• [Activity]:
Every line from the one containing "Serialize what can be read in this" through the last line below should be reproduced exactly; please include nothing else.

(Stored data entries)

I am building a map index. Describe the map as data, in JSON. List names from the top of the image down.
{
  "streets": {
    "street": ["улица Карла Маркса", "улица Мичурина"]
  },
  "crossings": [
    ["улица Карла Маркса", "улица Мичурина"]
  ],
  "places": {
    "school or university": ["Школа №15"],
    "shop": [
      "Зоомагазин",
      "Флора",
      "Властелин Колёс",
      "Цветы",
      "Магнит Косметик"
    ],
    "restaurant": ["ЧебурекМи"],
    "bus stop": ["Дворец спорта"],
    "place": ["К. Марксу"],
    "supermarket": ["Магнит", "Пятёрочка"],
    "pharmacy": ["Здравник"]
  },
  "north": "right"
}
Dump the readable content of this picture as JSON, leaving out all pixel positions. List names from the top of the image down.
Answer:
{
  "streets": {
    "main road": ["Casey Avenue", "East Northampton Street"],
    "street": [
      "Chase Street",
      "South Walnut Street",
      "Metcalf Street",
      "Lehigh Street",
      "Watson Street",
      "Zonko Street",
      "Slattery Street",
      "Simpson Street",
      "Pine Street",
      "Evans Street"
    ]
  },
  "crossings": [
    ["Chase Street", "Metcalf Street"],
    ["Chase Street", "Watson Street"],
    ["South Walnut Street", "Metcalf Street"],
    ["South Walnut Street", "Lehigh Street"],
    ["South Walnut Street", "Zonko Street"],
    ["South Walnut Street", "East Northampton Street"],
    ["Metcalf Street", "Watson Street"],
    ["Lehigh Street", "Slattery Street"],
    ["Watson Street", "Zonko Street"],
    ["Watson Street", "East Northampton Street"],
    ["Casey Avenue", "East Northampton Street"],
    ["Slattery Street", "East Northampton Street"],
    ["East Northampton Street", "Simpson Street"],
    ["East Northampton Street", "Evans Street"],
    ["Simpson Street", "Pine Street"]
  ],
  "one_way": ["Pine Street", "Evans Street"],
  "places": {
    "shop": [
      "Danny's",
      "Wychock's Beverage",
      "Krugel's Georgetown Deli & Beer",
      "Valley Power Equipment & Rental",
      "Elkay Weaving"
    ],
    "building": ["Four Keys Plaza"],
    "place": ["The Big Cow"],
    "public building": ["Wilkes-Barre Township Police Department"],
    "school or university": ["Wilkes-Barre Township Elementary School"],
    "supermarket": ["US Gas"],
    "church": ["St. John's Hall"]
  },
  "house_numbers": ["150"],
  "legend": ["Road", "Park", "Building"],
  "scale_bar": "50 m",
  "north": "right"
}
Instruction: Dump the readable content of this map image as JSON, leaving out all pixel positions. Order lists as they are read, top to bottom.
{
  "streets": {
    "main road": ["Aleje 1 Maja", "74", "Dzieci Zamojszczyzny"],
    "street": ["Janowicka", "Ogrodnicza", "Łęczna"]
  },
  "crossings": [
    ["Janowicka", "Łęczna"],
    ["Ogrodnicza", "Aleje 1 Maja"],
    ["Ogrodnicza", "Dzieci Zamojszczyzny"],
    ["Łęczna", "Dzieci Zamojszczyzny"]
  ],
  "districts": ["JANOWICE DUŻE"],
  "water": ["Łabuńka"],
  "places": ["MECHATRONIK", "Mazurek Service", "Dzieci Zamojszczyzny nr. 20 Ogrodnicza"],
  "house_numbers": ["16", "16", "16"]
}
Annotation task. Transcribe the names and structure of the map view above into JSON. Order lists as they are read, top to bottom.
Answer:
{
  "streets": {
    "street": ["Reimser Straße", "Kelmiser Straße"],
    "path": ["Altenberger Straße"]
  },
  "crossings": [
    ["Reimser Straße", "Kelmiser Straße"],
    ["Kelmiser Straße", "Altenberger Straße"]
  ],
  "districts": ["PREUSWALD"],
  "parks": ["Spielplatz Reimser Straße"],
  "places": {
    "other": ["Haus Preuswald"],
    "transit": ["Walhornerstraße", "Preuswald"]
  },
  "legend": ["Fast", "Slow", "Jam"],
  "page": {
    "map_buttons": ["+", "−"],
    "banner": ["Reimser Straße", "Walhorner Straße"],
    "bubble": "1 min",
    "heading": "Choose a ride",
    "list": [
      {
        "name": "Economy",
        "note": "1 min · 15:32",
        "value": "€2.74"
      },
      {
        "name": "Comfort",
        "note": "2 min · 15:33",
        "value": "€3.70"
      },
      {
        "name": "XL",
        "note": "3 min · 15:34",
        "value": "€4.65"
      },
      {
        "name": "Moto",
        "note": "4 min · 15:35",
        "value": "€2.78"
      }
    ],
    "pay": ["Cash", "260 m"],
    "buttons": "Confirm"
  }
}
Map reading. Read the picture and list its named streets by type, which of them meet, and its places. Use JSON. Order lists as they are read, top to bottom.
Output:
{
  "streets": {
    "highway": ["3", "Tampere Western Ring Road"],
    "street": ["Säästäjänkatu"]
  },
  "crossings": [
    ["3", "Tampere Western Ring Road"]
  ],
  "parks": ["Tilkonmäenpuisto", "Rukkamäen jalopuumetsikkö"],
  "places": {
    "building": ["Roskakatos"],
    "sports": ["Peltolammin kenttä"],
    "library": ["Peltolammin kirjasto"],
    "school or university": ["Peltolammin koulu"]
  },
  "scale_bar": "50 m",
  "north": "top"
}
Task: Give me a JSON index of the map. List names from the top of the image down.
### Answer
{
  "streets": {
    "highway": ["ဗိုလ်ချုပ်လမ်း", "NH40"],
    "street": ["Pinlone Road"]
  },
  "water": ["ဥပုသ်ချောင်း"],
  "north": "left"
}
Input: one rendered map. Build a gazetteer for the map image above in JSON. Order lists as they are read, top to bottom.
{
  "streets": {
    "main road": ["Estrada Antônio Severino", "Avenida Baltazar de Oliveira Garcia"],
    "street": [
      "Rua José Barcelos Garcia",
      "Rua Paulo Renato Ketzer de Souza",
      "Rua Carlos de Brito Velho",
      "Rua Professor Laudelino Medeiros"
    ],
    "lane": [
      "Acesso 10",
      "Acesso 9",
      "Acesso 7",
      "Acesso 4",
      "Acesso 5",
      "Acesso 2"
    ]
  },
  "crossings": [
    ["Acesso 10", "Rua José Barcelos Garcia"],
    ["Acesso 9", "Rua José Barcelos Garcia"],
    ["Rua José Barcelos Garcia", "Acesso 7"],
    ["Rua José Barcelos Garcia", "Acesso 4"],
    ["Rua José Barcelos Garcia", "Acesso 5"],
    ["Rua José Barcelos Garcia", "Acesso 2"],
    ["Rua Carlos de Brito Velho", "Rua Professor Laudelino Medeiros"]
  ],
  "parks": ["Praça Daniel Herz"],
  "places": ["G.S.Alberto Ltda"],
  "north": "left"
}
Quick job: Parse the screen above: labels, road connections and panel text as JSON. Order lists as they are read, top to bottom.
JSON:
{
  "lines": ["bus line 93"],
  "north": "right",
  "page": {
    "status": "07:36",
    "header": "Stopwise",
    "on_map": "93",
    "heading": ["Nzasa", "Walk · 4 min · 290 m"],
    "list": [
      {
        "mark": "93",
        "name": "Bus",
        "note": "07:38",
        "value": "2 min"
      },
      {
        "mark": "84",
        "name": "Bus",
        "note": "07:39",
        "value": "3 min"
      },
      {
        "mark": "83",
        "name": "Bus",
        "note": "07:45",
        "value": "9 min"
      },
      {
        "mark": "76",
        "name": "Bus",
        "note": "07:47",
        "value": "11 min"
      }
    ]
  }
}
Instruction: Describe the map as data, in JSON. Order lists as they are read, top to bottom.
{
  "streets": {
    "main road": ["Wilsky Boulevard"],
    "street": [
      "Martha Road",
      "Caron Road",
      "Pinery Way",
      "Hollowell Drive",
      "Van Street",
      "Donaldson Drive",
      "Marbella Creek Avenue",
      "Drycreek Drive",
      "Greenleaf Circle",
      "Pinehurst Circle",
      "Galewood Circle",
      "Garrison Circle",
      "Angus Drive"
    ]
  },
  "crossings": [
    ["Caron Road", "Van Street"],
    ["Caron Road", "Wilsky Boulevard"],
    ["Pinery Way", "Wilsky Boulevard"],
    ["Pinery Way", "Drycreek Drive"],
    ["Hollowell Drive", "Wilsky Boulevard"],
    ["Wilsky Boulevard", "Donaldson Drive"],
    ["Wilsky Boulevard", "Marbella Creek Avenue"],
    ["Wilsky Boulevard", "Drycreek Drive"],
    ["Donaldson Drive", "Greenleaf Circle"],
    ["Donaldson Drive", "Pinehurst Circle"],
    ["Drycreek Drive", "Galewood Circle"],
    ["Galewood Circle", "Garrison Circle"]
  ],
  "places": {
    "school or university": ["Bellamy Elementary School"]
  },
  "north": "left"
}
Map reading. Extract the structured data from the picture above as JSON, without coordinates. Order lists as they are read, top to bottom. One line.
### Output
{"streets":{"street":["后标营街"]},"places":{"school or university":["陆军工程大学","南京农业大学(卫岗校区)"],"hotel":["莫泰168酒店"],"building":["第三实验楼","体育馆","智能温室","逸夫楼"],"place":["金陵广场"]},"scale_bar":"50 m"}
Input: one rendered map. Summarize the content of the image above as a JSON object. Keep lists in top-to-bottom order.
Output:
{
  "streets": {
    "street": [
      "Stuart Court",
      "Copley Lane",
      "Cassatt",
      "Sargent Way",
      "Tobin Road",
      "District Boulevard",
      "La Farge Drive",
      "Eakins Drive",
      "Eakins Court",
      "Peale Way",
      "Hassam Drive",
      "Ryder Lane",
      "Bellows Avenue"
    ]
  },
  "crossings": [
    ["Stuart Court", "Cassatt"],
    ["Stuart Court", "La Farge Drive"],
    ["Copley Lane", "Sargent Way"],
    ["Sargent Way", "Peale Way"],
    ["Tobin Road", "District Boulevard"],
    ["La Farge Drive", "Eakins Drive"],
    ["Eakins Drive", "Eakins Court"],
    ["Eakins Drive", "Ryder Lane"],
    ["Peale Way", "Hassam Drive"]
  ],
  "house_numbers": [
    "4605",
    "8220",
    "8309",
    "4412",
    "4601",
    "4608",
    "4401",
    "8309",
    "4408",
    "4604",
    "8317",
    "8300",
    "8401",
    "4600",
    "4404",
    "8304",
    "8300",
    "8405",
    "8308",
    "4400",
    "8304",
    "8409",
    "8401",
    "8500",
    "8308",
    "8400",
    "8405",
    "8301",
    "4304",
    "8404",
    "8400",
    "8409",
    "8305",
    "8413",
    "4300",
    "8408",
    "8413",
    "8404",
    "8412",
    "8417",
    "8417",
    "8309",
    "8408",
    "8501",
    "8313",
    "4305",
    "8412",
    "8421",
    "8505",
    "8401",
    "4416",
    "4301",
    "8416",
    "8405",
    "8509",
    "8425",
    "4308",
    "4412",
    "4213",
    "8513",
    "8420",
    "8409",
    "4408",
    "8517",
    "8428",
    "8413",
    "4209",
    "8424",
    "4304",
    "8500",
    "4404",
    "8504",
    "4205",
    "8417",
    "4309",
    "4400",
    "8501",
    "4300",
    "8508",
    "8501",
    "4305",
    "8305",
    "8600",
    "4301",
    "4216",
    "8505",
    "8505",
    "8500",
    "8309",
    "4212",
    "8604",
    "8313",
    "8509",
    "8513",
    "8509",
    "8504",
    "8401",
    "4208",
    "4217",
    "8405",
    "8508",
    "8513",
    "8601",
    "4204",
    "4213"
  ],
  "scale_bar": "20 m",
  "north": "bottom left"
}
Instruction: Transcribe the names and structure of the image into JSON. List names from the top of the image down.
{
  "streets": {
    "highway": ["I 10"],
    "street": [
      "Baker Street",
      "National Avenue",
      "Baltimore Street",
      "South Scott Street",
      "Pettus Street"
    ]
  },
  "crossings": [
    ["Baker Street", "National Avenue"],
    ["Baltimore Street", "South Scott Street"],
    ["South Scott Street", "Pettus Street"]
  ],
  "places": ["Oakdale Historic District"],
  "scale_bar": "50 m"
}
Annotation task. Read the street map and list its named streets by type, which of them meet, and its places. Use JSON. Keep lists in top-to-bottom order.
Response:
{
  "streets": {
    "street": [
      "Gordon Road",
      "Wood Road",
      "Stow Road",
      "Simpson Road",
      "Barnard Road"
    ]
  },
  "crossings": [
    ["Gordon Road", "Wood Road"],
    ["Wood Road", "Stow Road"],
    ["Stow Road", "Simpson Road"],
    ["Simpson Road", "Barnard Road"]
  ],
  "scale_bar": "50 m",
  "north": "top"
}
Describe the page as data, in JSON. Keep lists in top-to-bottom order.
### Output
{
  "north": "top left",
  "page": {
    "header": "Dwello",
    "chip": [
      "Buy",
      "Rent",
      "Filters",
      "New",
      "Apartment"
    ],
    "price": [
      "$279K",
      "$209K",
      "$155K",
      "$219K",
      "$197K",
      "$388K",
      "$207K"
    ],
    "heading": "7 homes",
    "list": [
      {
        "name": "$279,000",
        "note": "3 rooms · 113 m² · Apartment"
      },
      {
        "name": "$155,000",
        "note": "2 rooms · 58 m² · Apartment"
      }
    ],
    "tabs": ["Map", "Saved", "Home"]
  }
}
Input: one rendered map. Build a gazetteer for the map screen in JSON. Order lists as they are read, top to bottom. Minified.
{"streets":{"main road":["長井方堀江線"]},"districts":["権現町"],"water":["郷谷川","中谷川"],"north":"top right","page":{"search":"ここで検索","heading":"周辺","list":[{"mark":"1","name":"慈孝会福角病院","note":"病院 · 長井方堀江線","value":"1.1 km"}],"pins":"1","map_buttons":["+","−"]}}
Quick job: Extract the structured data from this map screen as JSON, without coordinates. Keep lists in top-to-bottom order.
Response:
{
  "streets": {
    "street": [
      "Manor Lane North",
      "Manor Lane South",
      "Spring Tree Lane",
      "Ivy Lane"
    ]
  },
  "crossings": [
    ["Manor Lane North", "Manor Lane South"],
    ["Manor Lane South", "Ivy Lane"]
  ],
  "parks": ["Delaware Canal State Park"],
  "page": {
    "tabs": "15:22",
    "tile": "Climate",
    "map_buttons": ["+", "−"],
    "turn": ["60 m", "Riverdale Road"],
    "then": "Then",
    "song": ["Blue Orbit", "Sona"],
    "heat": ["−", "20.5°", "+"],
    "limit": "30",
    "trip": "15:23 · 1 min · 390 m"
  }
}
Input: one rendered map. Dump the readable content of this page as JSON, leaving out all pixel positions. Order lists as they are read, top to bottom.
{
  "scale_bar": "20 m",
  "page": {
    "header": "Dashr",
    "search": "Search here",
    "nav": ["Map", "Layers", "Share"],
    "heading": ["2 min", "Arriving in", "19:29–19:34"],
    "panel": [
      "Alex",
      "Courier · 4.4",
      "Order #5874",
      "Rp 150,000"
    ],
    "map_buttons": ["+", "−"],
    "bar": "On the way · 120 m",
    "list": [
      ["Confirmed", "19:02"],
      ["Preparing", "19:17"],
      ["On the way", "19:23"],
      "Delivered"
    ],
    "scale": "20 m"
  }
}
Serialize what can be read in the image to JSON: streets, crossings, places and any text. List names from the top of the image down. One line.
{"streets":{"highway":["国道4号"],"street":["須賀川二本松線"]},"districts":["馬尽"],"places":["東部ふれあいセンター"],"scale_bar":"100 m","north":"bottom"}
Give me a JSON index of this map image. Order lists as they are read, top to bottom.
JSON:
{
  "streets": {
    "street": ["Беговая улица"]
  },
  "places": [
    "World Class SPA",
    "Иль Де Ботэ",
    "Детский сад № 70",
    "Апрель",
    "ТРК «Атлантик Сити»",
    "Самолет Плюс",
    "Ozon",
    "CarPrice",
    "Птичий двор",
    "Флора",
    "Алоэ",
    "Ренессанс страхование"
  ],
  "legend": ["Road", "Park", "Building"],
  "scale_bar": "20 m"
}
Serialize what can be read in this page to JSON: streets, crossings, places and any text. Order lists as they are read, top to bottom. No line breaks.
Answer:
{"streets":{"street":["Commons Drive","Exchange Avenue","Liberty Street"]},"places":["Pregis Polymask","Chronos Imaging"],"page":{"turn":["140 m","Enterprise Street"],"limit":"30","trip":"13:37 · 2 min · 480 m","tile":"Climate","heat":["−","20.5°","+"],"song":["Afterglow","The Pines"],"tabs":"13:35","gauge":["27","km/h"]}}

• [Result of this exercise]:
Serialize what can be read in this page to JSON: streets, crossings, places and any text. Order lists as they are read, top to bottom. No line breaks.
Answer:
{"streets":{"street":["Commons Drive","Exchange Avenue","Liberty Street"]},"places":["Pregis Polymask","Chronos Imaging"],"page":{"turn":["140 m","Enterprise Street"],"limit":"30","trip":"13:37 · 2 min · 480 m","tile":"Climate","heat":["−","20.5°","+"],"song":["Afterglow","The Pines"],"tabs":"13:35","gauge":["27","km/h"]}}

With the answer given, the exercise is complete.